行動に支障をきたす程に混乱していたメリーだが、危険に対して自動で反応する自律防御システムが働き、彼女の腕は瓶が顔に命中する前に、それを受け止めていた。
花瓶は割れなかったものの、中に入っていた水と生けられていたラベンダーは飛び散り、メリーの頭に、テーブルに、床に撒き散らされた。
「うぜぇ…マジうぜぇっ!……」
声を怒らせ肩を震わせるサエコの姿に我に返った(思考を一時保留した)メリーは、その場に自分が居る事がサエコのストレスとなると判断し、無言で席を立った。

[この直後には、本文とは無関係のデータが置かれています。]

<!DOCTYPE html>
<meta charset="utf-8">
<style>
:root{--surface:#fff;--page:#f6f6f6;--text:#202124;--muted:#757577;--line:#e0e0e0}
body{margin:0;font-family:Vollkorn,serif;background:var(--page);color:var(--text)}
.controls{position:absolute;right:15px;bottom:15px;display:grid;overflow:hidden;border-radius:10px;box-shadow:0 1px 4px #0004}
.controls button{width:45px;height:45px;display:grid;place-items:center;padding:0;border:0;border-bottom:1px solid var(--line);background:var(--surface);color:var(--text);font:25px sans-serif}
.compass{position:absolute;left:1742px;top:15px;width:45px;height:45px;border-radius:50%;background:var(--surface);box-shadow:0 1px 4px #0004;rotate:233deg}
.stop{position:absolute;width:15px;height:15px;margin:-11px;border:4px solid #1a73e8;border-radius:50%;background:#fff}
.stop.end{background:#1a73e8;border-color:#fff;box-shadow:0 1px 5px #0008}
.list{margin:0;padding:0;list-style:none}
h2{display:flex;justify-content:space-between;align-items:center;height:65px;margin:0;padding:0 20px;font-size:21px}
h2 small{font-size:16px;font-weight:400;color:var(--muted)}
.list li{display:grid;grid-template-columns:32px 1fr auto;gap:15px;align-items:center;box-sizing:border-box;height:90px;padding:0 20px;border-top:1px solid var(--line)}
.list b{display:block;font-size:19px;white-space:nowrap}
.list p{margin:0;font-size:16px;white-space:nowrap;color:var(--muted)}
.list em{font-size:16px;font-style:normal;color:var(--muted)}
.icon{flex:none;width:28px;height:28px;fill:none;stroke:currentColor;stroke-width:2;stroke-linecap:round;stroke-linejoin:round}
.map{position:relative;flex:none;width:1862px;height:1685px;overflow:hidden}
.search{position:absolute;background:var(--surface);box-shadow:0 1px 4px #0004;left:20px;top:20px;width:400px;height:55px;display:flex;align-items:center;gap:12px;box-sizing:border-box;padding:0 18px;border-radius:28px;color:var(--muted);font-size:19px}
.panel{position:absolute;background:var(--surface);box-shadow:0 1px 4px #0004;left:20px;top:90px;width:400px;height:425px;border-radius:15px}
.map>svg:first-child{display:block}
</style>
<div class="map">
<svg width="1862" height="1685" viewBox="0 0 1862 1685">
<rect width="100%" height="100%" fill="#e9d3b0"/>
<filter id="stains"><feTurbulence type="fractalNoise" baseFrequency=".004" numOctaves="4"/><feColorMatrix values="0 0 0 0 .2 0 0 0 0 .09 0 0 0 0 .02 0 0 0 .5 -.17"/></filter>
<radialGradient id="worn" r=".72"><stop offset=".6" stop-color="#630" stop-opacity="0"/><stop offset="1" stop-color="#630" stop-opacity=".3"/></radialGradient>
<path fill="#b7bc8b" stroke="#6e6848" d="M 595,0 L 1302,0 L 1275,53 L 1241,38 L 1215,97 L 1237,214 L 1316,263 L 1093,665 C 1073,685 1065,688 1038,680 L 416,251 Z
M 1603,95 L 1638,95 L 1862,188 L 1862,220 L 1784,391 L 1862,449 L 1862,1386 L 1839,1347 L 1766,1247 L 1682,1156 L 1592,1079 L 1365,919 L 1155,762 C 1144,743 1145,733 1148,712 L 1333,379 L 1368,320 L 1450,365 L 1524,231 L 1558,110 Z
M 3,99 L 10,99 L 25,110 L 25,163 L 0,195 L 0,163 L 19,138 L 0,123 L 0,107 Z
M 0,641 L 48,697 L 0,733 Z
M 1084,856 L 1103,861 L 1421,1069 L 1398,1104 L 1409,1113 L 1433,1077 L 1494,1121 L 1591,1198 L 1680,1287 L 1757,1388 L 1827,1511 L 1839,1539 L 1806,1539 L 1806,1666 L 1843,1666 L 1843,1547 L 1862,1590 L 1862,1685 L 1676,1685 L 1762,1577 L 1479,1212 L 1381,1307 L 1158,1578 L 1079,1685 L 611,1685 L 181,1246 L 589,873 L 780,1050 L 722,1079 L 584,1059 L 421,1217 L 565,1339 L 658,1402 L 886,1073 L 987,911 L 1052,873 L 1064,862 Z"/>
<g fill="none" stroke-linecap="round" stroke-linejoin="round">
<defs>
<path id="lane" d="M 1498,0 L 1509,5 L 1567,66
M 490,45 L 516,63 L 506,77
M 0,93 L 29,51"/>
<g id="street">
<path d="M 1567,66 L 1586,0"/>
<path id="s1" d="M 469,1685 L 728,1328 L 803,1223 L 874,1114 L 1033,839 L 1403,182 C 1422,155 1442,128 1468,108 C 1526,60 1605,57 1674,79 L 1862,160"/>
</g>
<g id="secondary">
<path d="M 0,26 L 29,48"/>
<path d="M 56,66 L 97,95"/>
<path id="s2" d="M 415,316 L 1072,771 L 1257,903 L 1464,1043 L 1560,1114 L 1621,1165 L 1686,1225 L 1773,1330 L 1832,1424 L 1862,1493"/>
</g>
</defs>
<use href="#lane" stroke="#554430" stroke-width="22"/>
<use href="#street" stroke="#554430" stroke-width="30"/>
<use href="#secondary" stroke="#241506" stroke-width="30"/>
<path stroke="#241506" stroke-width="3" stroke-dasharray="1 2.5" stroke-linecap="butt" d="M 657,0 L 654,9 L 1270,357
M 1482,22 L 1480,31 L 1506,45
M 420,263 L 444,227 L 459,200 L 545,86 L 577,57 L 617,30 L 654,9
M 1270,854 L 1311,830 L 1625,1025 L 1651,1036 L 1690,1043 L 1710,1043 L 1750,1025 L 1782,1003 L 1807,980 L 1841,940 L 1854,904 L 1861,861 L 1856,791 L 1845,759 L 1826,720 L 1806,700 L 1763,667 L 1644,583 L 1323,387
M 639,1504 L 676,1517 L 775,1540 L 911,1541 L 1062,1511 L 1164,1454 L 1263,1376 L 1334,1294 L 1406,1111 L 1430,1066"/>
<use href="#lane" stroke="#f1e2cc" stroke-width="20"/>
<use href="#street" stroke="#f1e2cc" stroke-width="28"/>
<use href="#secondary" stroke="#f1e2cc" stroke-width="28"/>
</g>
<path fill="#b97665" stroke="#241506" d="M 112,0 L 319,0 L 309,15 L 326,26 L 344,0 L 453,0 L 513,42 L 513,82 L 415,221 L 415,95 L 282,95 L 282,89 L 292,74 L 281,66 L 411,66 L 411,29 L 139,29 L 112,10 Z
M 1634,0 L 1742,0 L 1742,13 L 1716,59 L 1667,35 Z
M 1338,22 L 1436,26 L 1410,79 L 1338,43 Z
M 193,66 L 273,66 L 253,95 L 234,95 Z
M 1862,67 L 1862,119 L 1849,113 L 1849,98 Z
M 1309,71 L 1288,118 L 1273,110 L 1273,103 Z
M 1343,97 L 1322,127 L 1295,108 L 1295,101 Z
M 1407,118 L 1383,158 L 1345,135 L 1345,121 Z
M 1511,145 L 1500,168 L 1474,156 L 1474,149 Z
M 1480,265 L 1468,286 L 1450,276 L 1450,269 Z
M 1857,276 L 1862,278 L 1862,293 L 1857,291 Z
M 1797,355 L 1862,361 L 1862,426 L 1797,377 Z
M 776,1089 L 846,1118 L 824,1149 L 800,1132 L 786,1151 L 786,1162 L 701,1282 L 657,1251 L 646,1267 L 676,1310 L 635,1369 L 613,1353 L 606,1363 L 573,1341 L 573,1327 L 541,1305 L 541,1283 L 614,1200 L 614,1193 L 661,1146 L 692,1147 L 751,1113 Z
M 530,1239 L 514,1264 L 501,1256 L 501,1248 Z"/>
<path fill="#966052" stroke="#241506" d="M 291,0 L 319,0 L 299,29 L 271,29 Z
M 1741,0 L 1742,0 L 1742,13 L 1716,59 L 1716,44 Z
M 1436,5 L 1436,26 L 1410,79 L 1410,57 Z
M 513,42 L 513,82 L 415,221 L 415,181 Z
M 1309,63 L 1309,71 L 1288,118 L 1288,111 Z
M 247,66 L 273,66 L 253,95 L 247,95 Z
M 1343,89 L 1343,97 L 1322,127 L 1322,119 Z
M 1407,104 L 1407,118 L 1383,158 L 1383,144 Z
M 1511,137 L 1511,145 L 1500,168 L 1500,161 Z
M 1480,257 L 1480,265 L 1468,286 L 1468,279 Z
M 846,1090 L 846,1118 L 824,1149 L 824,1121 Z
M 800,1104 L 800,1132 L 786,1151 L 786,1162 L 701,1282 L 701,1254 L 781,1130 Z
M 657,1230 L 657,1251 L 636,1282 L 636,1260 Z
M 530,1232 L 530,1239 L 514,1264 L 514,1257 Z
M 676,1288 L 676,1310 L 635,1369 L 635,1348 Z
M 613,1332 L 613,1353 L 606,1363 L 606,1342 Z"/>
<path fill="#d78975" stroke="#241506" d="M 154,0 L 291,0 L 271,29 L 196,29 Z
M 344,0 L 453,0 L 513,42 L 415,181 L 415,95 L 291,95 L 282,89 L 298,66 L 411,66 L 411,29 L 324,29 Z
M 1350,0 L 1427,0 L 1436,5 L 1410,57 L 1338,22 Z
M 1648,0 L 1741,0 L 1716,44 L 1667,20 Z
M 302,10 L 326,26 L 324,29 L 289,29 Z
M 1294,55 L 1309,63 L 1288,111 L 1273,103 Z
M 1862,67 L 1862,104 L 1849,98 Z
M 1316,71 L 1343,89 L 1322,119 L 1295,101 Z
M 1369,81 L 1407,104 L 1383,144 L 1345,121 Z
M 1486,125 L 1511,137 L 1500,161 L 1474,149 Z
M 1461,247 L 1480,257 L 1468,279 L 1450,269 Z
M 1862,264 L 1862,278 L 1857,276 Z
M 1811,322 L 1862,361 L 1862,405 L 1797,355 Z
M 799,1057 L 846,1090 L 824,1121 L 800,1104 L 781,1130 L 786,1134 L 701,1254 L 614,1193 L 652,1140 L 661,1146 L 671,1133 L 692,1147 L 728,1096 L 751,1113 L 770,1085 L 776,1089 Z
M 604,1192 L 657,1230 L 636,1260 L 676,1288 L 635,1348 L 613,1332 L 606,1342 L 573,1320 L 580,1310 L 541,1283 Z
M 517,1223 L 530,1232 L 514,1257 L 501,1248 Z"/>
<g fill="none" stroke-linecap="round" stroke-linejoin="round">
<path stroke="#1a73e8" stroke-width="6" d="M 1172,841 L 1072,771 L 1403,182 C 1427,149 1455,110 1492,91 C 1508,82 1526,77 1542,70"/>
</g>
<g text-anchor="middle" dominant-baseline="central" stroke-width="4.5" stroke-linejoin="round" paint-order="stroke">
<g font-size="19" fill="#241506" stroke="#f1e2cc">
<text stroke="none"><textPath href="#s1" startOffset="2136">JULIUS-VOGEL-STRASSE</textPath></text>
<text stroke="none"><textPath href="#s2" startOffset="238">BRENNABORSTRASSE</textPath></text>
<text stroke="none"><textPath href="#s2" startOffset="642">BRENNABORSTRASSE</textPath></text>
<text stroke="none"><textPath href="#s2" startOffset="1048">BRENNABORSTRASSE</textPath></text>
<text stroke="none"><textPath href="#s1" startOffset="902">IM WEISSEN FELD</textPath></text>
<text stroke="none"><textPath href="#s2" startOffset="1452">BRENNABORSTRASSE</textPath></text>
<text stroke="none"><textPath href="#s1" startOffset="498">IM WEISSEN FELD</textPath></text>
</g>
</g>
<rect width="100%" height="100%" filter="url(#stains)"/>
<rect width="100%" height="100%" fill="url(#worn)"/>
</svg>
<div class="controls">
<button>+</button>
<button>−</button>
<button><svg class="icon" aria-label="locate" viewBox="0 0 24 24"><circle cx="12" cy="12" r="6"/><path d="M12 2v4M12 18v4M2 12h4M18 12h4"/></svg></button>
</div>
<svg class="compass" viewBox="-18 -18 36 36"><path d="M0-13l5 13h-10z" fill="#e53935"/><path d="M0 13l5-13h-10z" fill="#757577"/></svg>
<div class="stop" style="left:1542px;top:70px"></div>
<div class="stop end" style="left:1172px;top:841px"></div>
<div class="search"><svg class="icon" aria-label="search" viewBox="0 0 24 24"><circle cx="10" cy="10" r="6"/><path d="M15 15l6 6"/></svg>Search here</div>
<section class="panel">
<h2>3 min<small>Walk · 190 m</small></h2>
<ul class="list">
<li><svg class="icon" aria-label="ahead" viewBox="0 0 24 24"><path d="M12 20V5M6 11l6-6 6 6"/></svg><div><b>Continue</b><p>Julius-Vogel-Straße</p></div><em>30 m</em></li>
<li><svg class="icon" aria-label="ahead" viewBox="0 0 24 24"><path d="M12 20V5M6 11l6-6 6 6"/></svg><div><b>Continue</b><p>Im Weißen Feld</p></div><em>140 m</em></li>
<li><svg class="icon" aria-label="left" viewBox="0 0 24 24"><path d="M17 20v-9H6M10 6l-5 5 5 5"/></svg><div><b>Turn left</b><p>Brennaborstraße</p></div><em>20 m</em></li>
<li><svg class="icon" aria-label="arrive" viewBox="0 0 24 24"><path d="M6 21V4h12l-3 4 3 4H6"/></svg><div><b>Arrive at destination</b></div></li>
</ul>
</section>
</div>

そして退出する間際、床に落ちたラベンダーを回収しようと腰を屈めたが、その指先が触れる寸前に、またサエコの悲鳴のような叫びが響いた。
「勝手にさわんな!うせろっつってんだよ!」
「……」
ドアの「プシュ」っという開閉音が響き、メリーは部屋から出ていった。
再び部屋に独り残されたサエコは、ドアの向こうにメリーの冷たい背中が消え失せたのを確認した後、ベッドからのそのそ這い出す。
「う…あっ!」
彼女の下半身の筋肉は未だ言うことを聞かず、そのまま床に転がってしまう。
だが、それでもサエコは弱った両腕で必死に這い進み、先ほどメリーが拾おうとしたラベンダーの花に手を伸ばした。
やっとの事でそれを掴むと、鼓動の静まらぬ胸元でぎゅうっと握り締め、目許を歪めて咽び泣いた。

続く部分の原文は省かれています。